Le syndicalisme agricole, sous l'impulsion
d'Alexis Gourvennec, s'organise par quartier, puis par arrondissement :
c'est l'origine de la gouvernance pyramidale de la FDSEA du
Finistère.
A la fin des années 50, après avoir été aux
mains des notables pendant une 10aine d'année, la FDSEA se démocratise
sous la présidence de Jean Mevellec , et augmente fortement son nombre
d'adhérents.
Le CDJA (Centre départemental des
Jeunes Agriculteurs) est crée, lui, en 1958 . Son premier président fut
Jean Le Bras.
Années 60-62 : Les lois d'orientation agricoles et le désenclavement de la
Bretagne
Les lois d'orientation agricole sont insufflées
par le syndicalisme. Le désenclavement de la Bretagne commence. Les objectifs
sont :
-
L'automatisation du téléphone,
-
La construction des voies
express,
-
Le creusement du Port de Roscoff en eau
profonde,
-
La mise en place de l'Université de
Brest,
-
La construction d'une plate-forme
industrielle (seul projet qui n'a pas vu le jour).

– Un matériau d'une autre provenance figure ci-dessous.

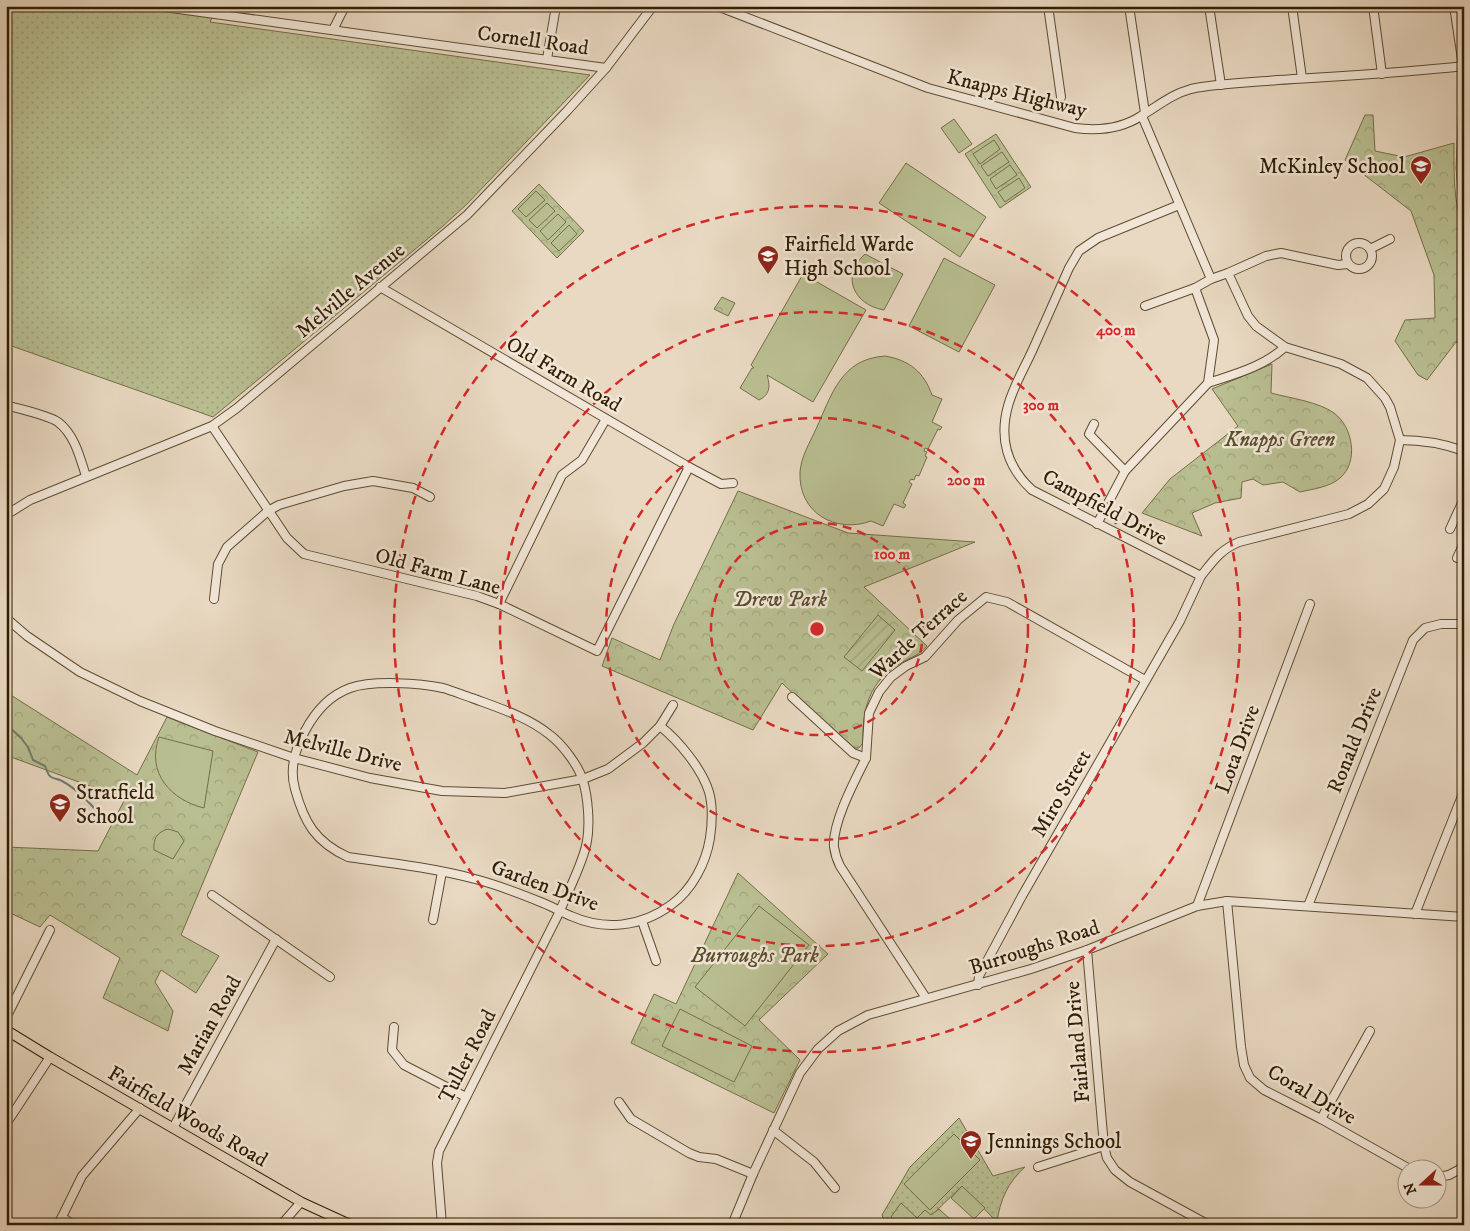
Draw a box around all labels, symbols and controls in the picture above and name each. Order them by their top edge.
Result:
street label: Cornell Road [476,20,591,62]
street label: Knapps Highway [944,64,1091,124]
place label: McKinley School [1259,154,1406,180]
school or university icon: McKinley School [1409,154,1433,185]
place label: Fairfield Warde High School [784,232,914,282]
street label: Melville Avenue [291,237,411,344]
school or university icon: Fairfield Warde High School [756,244,780,275]
text: 400 m [1095,321,1136,340]
street label: Old Farm Road [501,331,626,419]
text: 300 m [1023,396,1060,415]
park label: Knapps Green [1224,427,1336,453]
street label: Campfield Drive [1038,464,1172,552]
text: 200 m [947,471,986,490]
street label: Old Farm Lane [372,543,504,601]
text: 100 m [874,545,911,564]
street label: Warde Terrace [863,584,973,686]
park label: Drew Park [733,587,827,613]
centre of rings [808,620,826,638]
street label: Ronald Drive [1322,683,1388,797]
street label: Lota Drive [1210,701,1266,797]
street label: Melville Drive [281,724,405,778]
street label: Miro Street [1026,745,1097,842]
place label: Stratfield School [76,780,155,830]
school or university icon: Stratfield School [48,792,72,823]
street label: Garden Drive [487,854,602,918]
street label: Burroughs Road [966,914,1103,981]
park label: Burroughs Park [690,943,819,969]
street label: Marian Road [172,971,248,1080]
street label: Fairland Drive [1060,980,1096,1104]
street label: Tuller Road [433,1005,503,1108]
street label: Coral Drive [1262,1059,1361,1131]
street label: Fairfield Woods Road [103,1061,273,1173]
school or university icon: Jennings School [959,1129,983,1160]
place label: Jennings School [985,1129,1122,1155]
north arrow [1398,1158,1448,1208]
text: N [1400,1179,1421,1197]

Le mot d'ordre de l'époque était : " Il
n'y aura pas d'agriculture prospère dans une économie régionale en
décadence ".
A cette époque, dès la mise en place des lois
d'orientation, deux courants se côtoient dans le syndicalisme agricole
:
-
Un courant majoritaire qui
a initié ces lois pour la modernisation et l'adaptation de
l'agriculture.
-
Un courant parallèle
minoritaire qui considère que le paysan est plus proche du
prolétaire : les relations avec les organisations économiques sont celles
de salariés/entreprises. Les marchés doivent être organisés par
l'Etat.Ce courant se développera au sein du CDJA puis de
la FDSEA.
Années 60-70 : Des points de vue qui divergent de plus en plus
Les syndicalistes des années 50-60 se sont peu à
peu retirés des responsabilités syndicales pour prendre des responsabilités
économiques.
Le divorce s'accentue avec les
fameux " marathons " agricoles :
-
Le national demandait la mobilisation
des producteurs pour l'augmentation des prix agricoles au niveau de
Bruxelles.
-
Les producteurs demandaient alors les
répercussions intégrales sur les cours des produits sans s'intéresser
réellement aux marchés et à la place de leurs entreprises sur ces
marchés.
Années 70 – 84 : La FDSEA est alors dirigée par les paysans
travailleurs
La FDSEA du Finistère est alors dirigée par les
paysans travailleurs. La FDSEA reste toujours adhérente à la
FNSEA mais elle est dissidente des positions majeures
de la FNSEA. Elle travaille de
façon interdépartementale , notamment avec le Morbihan et la
Loire-Atlantique. Le Conseil d'administration de la FDSEA, officiellement
unitaire, a aini en son sein deux lignes d'orientation et les débats sont
houleux en interne.
Les faits marquants :
-
C'est l'époque de la révolution fourragère
et de la mise en place des plans de développement.
-
En 1970, le Finistère comptait 34 000
producteurs de lait.
-
En 1972, c'est la Grève du
lait à l'initiative du courant "Comité de Redon " (Finistère,
Morbihan et Pays-de-la-Loire) appartenant à
l'" interdepartemantal ".
-
A partir de 1975 : le syndicalisme
finistérien revient progressivement dans le giron de la
FNSEA à travers le CDJA
.
-
En 1976, la France devient structurellement
exportatrice.
-
En 1978, la taxe de coresponsabilité (lait)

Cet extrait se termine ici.